TASK REQUIREMENTS: Every entry below should come back unchanged, except that the pictures are dropped.

--- EXTRACTED DATA ---

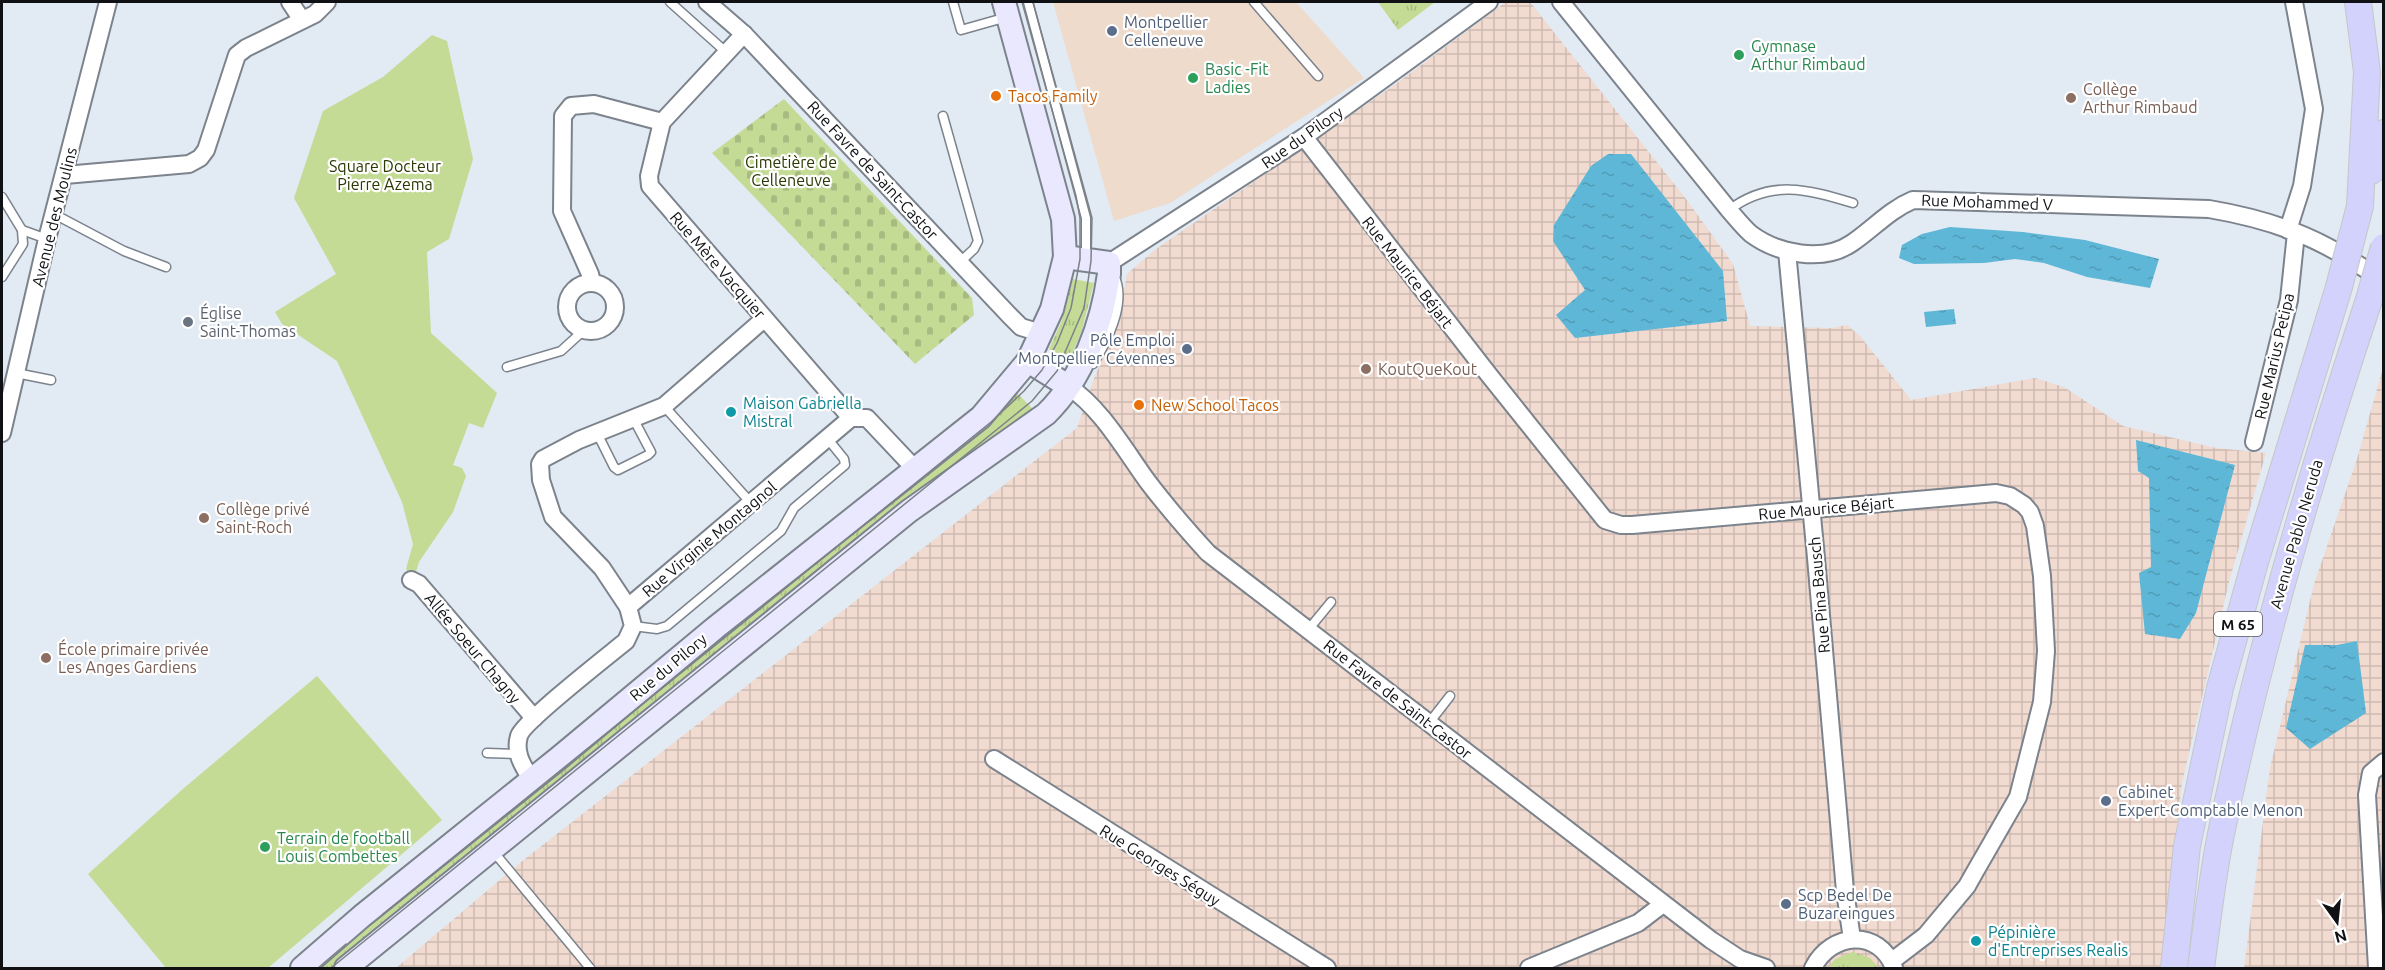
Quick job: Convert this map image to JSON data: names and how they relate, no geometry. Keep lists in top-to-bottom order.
{
  "streets": {
    "main road": ["Rue du Pilory", "Avenue Pablo Neruda", "M 65"],
    "street": [
      "Rue Favre de Saint-Castor",
      "Rue Mohammed V",
      "Avenue des Moulins",
      "Rue Mère Vacquier",
      "Rue Maurice Béjart",
      "Rue Marius Petipa",
      "Rue Virginie Montagnol",
      "Rue Pina Bausch",
      "Allée Soeur Chagny",
      "Rue Georges Séguy"
    ]
  },
  "crossings": [
    ["Rue du Pilory", "Rue Favre de Saint-Castor"],
    ["Rue du Pilory", "Rue Mère Vacquier"],
    ["Rue du Pilory", "Rue Maurice Béjart"],
    ["Rue Favre de Saint-Castor", "Rue Mère Vacquier"],
    ["Rue Mohammed V", "Rue Marius Petipa"],
    ["Rue Mohammed V", "Rue Pina Bausch"],
    ["Rue Mère Vacquier", "Rue Virginie Montagnol"],
    ["Rue Maurice Béjart", "Rue Pina Bausch"],
    ["Avenue Pablo Neruda", "M 65"]
  ],
  "parks": ["Cimetière de Celleneuve", "Square Docteur Pierre Azema"],
  "places": [
    "Montpellier Celleneuve",
    "Gymnase Arthur Rimbaud",
    "Basic -Fit Ladies",
    "Tacos Family",
    "Collège Arthur Rimbaud",
    "Église Saint-Thomas",
    "Pôle Emploi Montpellier Cévennes",
    "KoutQueKout",
    "New School Tacos",
    "Maison Gabriella Mistral",
    "Collège privé Saint-Roch",
    "École primaire privée Les Anges Gardiens",
    "Cabinet Expert-Comptable Menon",
    "Terrain de football Louis Combettes",
    "Scp Bedel De Buzareingues",
    "Pépinière d'Entreprises Realis"
  ],
  "north": "bottom"
}
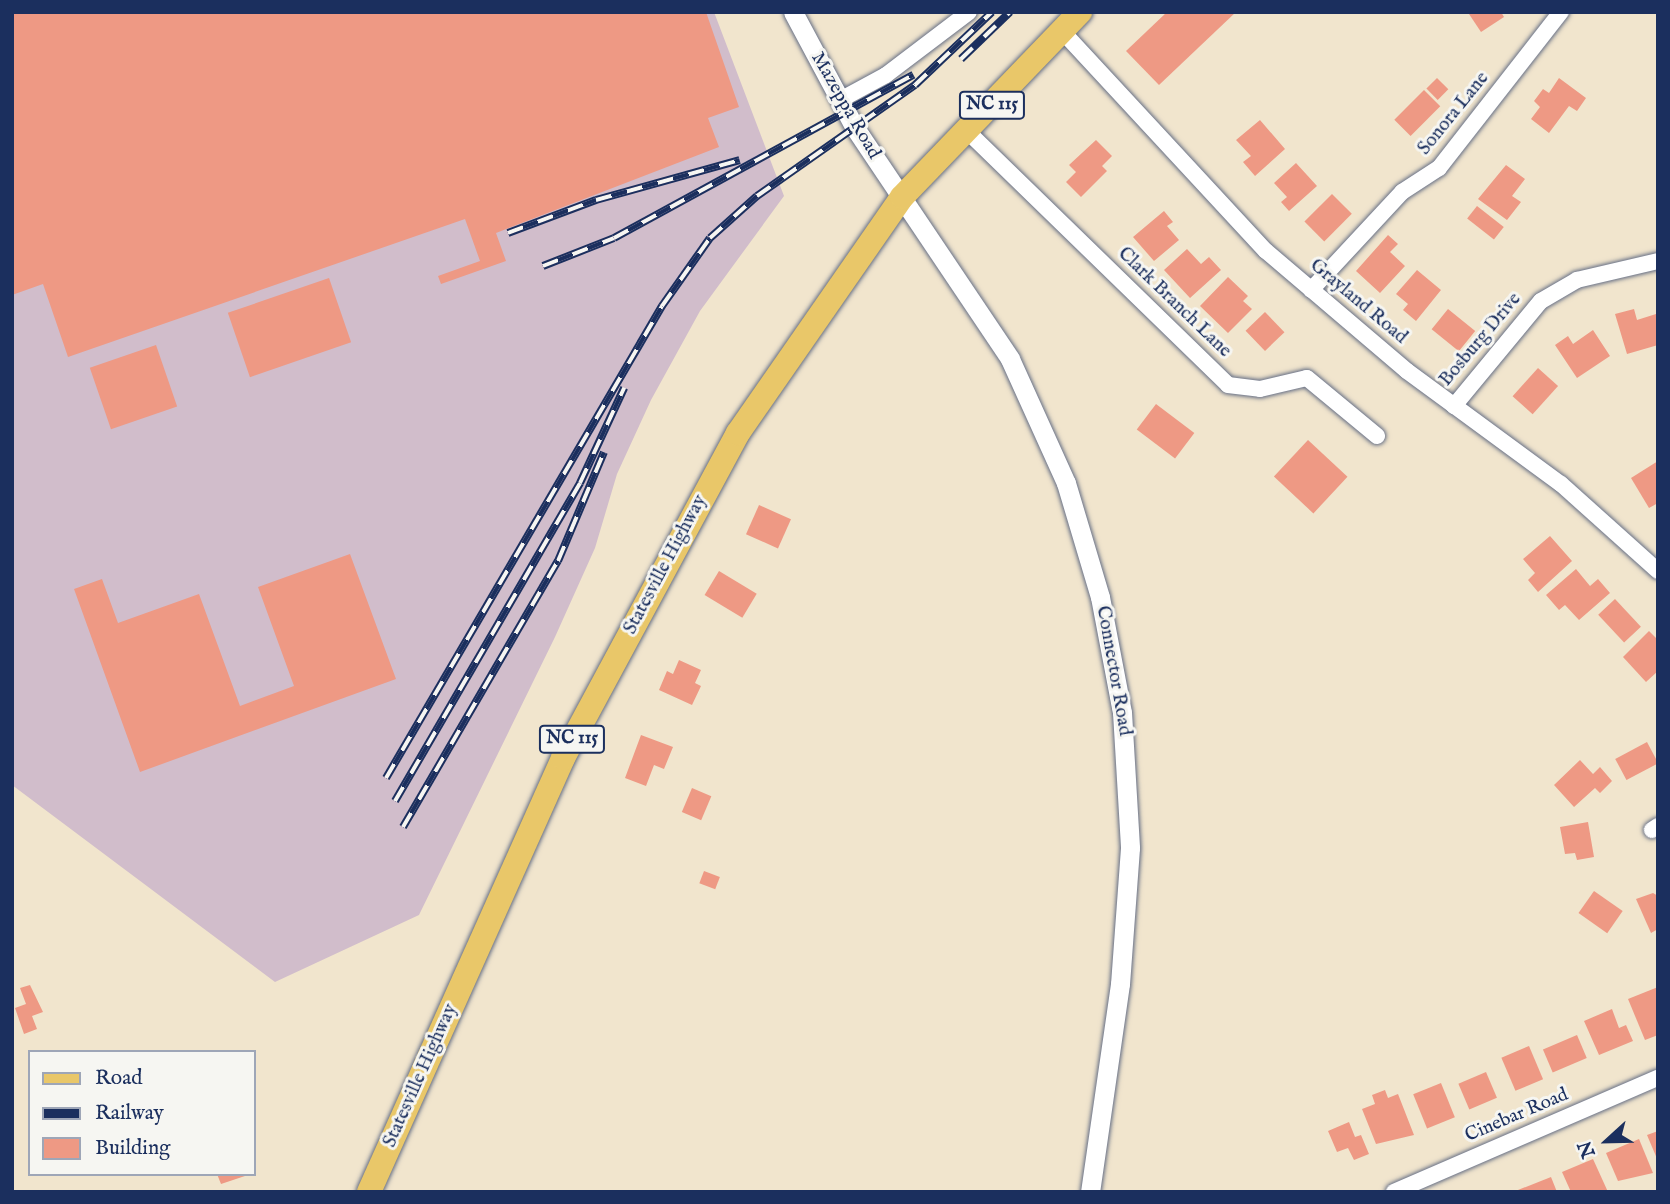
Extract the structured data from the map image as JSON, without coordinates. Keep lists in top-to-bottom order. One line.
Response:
{"streets":{"main road":["NC 115","Statesville Highway"],"street":["Mazeppa Road","Sonora Lane","Grayland Road","Clark Branch Lane","Bosburg Drive","Connector Road","Cinebar Road"]},"crossings":[["Mazeppa Road","Statesville Highway"],["Mazeppa Road","Connector Road"],["Sonora Lane","Grayland Road"],["Grayland Road","Bosburg Drive"],["Grayland Road","Statesville Highway"],["Clark Branch Lane","Statesville Highway"],["Statesville Highway","Connector Road"]],"legend":["Road","Railway","Building"],"north":"left"}
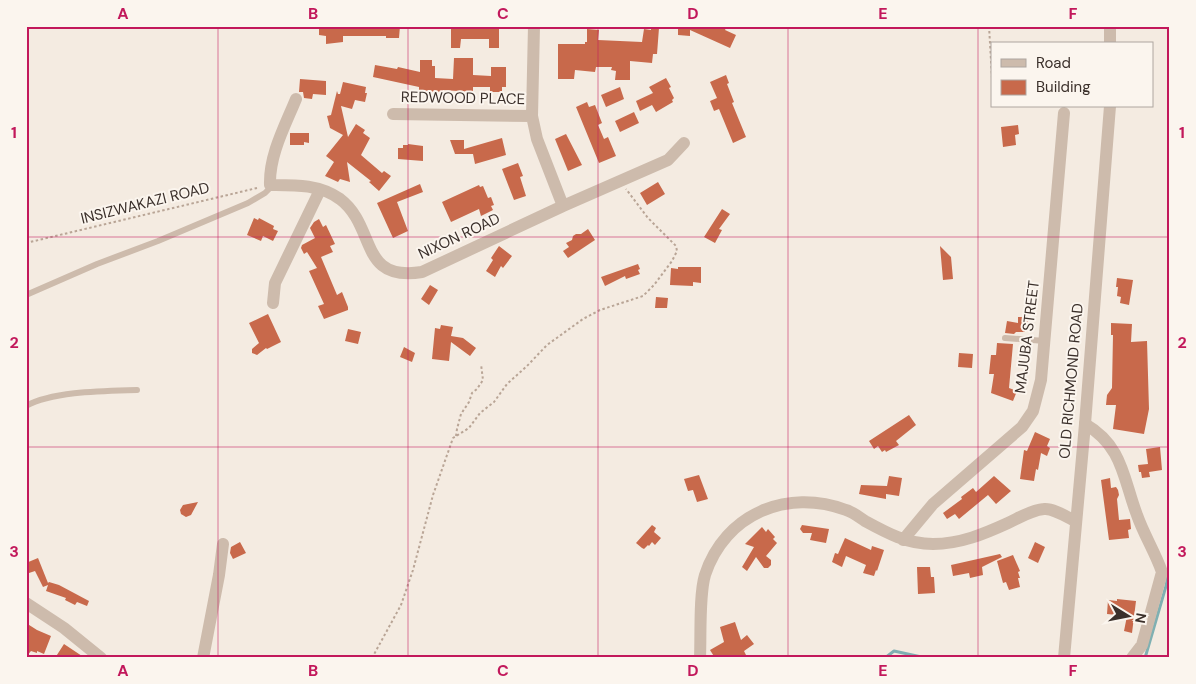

---

EXERCISE OUTPUT:
Quick job: Convert this map image to JSON data: names and how they relate, no geometry. Keep lists in top-to-bottom order.
{
  "streets": {
    "main road": ["Rue du Pilory", "Avenue Pablo Neruda", "M 65"],
    "street": [
      "Rue Favre de Saint-Castor",
      "Rue Mohammed V",
      "Avenue des Moulins",
      "Rue Mère Vacquier",
      "Rue Maurice Béjart",
      "Rue Marius Petipa",
      "Rue Virginie Montagnol",
      "Rue Pina Bausch",
      "Allée Soeur Chagny",
      "Rue Georges Séguy"
    ]
  },
  "crossings": [
    ["Rue du Pilory", "Rue Favre de Saint-Castor"],
    ["Rue du Pilory", "Rue Mère Vacquier"],
    ["Rue du Pilory", "Rue Maurice Béjart"],
    ["Rue Favre de Saint-Castor", "Rue Mère Vacquier"],
    ["Rue Mohammed V", "Rue Marius Petipa"],
    ["Rue Mohammed V", "Rue Pina Bausch"],
    ["Rue Mère Vacquier", "Rue Virginie Montagnol"],
    ["Rue Maurice Béjart", "Rue Pina Bausch"],
    ["Avenue Pablo Neruda", "M 65"]
  ],
  "parks": ["Cimetière de Celleneuve", "Square Docteur Pierre Azema"],
  "places": [
    "Montpellier Celleneuve",
    "Gymnase Arthur Rimbaud",
    "Basic -Fit Ladies",
    "Tacos Family",
    "Collège Arthur Rimbaud",
    "Église Saint-Thomas",
    "Pôle Emploi Montpellier Cévennes",
    "KoutQueKout",
    "New School Tacos",
    "Maison Gabriella Mistral",
    "Collège privé Saint-Roch",
    "École primaire privée Les Anges Gardiens",
    "Cabinet Expert-Comptable Menon",
    "Terrain de football Louis Combettes",
    "Scp Bedel De Buzareingues",
    "Pépinière d'Entreprises Realis"
  ],
  "north": "bottom"
}
Extract the structured data from the map image as JSON, without coordinates. Keep lists in top-to-bottom order. One line.
Response:
{"streets":{"main road":["NC 115","Statesville Highway"],"street":["Mazeppa Road","Sonora Lane","Grayland Road","Clark Branch Lane","Bosburg Drive","Connector Road","Cinebar Road"]},"crossings":[["Mazeppa Road","Statesville Highway"],["Mazeppa Road","Connector Road"],["Sonora Lane","Grayland Road"],["Grayland Road","Bosburg Drive"],["Grayland Road","Statesville Highway"],["Clark Branch Lane","Statesville Highway"],["Statesville Highway","Connector Road"]],"legend":["Road","Railway","Building"],"north":"left"}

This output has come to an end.